Population and employment distribution in Ahvaz

The distribution of population and employment in Ahvaz was investigated using hot spot analysis. As can be seen in Figure 4, the blue spots (cold spots) are areas where the population in the city has a low density, and the red spots (hot spots) are areas where the population has a high density. Population density is low in the central part of the city, where the market, offices, and administrative services are located. Population density is also low in the southern and eastern parts of the city. In contrast, it is high in western and northern parts3.1.

The hot- and cold- spots of employment distribution in Ahvaz are almost the same as the those for population distribution.

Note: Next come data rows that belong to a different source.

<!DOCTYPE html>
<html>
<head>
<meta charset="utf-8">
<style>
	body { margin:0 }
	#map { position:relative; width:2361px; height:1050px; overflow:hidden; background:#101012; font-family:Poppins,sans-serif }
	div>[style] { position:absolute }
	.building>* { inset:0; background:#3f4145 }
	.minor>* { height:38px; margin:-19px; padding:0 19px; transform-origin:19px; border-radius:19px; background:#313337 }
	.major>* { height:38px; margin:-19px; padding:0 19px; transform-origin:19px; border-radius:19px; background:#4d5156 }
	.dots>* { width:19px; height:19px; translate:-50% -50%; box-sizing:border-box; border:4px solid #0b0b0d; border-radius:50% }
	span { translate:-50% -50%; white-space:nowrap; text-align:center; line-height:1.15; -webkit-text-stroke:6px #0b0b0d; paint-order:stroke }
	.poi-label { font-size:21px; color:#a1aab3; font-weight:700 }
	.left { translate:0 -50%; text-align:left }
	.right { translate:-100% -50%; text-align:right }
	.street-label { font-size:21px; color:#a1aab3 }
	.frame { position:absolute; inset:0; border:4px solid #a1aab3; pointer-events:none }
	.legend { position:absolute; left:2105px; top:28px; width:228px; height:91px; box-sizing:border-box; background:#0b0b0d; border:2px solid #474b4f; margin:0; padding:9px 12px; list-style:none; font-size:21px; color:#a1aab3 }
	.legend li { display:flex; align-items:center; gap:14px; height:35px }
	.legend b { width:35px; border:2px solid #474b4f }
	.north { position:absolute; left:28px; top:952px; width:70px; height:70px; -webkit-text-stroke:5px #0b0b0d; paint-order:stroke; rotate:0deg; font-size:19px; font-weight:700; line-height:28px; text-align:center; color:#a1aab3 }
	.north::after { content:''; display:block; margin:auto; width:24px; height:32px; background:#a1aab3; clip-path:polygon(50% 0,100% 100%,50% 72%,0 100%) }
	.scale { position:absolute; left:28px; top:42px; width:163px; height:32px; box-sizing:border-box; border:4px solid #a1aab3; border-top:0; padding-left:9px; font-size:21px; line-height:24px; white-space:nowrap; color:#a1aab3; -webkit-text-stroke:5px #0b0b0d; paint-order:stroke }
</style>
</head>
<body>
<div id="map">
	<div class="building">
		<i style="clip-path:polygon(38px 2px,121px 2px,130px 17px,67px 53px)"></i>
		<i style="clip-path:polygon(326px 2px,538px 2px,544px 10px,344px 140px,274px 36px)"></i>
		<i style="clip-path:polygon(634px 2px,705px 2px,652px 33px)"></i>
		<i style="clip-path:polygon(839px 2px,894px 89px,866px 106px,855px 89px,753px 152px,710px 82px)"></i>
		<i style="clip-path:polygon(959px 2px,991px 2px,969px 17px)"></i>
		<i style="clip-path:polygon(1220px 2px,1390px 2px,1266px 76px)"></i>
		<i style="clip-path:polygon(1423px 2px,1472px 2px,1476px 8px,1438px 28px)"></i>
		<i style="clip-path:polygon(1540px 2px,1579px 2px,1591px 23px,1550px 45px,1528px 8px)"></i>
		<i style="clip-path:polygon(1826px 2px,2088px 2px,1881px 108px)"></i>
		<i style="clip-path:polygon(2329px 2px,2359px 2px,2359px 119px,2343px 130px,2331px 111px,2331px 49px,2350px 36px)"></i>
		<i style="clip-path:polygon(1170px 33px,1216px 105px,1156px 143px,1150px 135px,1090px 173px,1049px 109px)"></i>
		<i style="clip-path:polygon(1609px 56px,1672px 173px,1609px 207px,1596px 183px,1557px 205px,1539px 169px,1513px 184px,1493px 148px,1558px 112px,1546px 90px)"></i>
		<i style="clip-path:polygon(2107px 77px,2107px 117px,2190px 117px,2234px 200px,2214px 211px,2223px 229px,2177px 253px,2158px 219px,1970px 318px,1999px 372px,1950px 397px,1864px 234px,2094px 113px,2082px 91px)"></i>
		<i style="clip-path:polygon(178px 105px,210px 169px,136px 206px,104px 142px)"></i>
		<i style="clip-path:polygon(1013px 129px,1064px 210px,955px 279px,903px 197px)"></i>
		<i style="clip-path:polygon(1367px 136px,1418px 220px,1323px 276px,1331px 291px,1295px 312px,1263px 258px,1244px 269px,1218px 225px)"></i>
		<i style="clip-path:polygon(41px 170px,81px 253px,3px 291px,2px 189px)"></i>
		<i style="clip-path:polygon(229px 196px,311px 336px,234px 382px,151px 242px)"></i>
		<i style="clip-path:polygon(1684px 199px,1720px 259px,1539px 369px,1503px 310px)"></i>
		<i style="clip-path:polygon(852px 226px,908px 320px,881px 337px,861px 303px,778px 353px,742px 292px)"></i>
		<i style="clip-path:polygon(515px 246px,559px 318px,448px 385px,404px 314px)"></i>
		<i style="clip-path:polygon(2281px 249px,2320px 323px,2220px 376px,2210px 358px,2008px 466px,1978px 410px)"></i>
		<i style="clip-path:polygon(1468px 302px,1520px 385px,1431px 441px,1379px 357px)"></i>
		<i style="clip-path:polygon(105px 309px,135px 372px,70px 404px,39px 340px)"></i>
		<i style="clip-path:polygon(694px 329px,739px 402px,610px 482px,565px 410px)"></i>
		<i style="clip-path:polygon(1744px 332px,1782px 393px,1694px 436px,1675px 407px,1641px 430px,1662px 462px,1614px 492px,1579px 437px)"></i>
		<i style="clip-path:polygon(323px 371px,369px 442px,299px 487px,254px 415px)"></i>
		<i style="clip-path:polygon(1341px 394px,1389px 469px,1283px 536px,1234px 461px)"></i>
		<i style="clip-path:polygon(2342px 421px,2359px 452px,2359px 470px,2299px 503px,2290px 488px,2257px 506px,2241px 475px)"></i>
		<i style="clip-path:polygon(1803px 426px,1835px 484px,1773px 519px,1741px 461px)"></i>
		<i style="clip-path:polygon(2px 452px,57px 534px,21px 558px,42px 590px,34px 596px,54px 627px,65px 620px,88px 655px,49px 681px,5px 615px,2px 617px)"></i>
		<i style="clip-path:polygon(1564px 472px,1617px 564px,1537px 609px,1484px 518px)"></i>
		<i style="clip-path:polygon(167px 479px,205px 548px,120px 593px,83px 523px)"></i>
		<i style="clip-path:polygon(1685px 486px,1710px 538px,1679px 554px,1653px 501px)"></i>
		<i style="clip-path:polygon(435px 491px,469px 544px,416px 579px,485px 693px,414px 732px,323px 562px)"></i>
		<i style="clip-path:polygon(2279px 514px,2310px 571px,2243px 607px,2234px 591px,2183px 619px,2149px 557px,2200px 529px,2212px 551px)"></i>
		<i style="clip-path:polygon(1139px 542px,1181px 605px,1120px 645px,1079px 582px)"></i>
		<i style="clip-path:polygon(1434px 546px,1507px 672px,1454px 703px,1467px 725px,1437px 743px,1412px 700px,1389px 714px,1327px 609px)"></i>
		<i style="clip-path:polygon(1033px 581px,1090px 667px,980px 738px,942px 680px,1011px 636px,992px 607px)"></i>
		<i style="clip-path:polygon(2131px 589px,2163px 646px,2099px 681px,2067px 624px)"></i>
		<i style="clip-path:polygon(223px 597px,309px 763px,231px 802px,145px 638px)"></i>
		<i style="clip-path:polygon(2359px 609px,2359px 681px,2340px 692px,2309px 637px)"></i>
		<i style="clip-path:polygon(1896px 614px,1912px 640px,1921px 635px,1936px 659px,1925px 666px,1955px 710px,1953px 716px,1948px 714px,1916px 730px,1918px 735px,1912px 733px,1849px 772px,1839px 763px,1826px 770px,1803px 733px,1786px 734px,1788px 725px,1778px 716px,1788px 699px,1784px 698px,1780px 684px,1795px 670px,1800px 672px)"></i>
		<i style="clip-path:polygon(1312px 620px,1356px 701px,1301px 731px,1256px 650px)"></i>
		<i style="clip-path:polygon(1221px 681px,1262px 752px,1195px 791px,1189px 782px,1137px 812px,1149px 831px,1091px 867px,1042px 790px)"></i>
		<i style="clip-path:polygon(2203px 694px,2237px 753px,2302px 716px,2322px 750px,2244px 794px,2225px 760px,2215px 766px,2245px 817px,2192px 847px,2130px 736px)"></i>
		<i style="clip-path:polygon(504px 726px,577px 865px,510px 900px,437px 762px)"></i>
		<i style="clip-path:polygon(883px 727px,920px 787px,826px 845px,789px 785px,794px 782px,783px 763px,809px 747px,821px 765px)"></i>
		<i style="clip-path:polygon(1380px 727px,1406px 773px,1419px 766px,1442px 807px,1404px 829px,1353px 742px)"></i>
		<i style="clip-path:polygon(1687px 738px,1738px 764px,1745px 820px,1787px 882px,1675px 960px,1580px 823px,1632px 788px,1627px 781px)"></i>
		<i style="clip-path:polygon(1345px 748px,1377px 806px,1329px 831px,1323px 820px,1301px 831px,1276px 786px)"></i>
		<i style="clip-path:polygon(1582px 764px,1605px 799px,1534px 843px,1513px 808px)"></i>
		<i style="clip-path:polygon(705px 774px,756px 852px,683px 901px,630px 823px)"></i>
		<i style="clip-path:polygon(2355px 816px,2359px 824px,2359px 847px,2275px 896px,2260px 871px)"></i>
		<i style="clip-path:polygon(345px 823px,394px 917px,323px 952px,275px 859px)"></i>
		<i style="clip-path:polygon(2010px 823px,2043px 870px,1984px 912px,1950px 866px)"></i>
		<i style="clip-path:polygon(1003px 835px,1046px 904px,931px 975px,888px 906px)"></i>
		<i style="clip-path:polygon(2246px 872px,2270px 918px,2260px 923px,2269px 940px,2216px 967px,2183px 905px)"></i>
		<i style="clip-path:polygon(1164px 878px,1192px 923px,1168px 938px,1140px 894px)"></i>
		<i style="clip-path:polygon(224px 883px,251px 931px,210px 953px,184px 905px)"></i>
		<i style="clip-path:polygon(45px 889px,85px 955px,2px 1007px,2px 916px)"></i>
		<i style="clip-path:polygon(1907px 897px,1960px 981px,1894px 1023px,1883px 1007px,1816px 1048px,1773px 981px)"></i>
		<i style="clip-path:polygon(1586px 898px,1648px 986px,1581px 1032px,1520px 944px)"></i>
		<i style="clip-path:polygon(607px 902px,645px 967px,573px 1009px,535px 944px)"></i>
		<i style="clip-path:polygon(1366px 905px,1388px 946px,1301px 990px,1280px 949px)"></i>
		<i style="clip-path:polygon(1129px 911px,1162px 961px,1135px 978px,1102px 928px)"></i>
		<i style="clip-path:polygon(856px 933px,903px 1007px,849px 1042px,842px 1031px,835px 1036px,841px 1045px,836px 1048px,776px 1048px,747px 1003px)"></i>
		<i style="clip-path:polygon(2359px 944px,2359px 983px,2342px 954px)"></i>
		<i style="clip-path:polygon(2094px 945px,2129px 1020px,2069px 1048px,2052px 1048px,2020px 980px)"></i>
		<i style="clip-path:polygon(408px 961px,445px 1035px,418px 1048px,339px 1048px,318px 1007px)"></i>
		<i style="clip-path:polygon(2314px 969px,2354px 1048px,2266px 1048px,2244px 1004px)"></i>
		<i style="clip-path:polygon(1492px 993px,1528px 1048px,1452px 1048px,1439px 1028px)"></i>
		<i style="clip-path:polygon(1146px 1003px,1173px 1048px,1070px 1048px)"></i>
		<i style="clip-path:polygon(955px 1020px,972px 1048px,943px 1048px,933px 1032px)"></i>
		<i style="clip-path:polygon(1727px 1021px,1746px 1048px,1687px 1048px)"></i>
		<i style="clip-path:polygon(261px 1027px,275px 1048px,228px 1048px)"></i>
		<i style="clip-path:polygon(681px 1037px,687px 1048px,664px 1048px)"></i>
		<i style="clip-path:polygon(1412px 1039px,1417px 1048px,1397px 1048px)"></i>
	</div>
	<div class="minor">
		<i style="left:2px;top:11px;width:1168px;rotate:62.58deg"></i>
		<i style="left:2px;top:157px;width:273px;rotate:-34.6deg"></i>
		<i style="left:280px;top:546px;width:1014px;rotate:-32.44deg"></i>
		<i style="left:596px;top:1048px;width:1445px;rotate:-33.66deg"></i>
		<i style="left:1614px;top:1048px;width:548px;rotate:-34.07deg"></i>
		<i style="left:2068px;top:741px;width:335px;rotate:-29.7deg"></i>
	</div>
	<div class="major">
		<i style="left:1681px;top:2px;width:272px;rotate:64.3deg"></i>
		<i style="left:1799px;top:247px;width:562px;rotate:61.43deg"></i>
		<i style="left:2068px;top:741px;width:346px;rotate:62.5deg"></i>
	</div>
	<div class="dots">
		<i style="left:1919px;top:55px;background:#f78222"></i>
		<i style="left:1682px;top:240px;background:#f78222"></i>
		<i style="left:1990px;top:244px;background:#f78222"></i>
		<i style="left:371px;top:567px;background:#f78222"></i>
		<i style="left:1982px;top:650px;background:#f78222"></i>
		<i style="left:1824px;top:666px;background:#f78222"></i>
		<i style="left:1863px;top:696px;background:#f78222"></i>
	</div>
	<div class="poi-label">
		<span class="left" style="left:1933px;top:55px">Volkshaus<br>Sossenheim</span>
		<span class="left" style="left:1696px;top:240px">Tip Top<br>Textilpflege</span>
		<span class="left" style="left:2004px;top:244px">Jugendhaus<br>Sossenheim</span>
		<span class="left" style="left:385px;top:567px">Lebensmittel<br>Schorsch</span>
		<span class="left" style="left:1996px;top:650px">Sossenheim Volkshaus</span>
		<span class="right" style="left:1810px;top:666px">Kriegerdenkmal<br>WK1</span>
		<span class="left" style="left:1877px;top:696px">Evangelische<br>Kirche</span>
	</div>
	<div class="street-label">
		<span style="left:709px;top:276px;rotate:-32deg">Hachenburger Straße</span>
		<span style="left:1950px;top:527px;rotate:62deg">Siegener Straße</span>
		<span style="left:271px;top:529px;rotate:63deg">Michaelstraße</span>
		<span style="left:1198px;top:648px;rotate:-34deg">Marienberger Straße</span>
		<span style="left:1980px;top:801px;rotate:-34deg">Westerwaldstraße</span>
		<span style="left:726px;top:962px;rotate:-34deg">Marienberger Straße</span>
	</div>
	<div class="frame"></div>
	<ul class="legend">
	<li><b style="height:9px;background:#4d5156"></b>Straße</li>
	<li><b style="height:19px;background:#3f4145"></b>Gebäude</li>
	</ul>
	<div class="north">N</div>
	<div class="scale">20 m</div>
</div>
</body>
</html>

The red and dense spots are located in the middle parts of the city, and cold and less dense parts are located in the outskirts and center of the city (Figure 6):

The functional cores in Ahvaz were determined using travel-absorbing land uses. The number of users in each neighborhood was calculated. Then, using this data, the necessary maps were prepared with the kernel tool. In general, District No.1 (i.e., Bagh Moein(1), 30-Metri(35), Bazar Abdul Hamid (33), Bagh Sheikh(32), and Saebin Mandaei (12) neighborhoods) have the highest concentration in terms of travel-absorbing uses and thus this region is the main core of the city. Besides, Lashkar Abad(77),Kampolo jenoobi(70), Zeyton Karmandi(103) are sub-cores. Table 1 shows the different cores and their neighborhoods:

In the Figure No. 6, the functional cores are shown separately and then integrated functional cores are presented in Figure No. 7

In Table 2, the ratio of each neighborhood's total uses to the city's total uses (travel absorbing uses) is calculated. This ratio shows the impact of each neighborhood on the functional cores of Ahvaz. The neighborhoods marked in yellow are the neighborhoods in a city where the most travel-related uses are located.

2.1. Mean Center

The Mean Center is the simplest analysis in spatial statistics. This analysis is similar to the mean in ordinary statistics. It identifies a set of complications in the geographic center or center of gravity. The central Mean is used to examine the concentration of the functional cores in Ahvaz. As displayed in Figure 8, the center of gravity of all functional cores is in one area in the city, which shows a monocentric structure.

Pearson's correlation was used to check the correlation between functional cores, population density indicators, distance from the city center, and the proportion of employed people. The data in Table 3 confirms a positive significant relationship (r = 0.403) between the functional cores and population density because the population density is lower in the regions where the market and offices are located. A significant and negative relationship was found between the functional cores and the distance from the city center. Thus, as the distance from the central part of the city increases, the functional cores decrease. A relatively high and significant relationship was also found between functional cores and the number of employees.

2.2. Counting the Number of Pedestrians Along the Length and Width of the Streets

Since the land uses and activities located in the central core of cities attract travel for commercial, medical, educational, recreational, and other purposes, heavy pedestrian traffic in the central areas of cities is unsurprising. The more vehicular traffic restrictions are, the more the number of pedestrians traveling in the city's central core, and the length of the walking journeys will increase.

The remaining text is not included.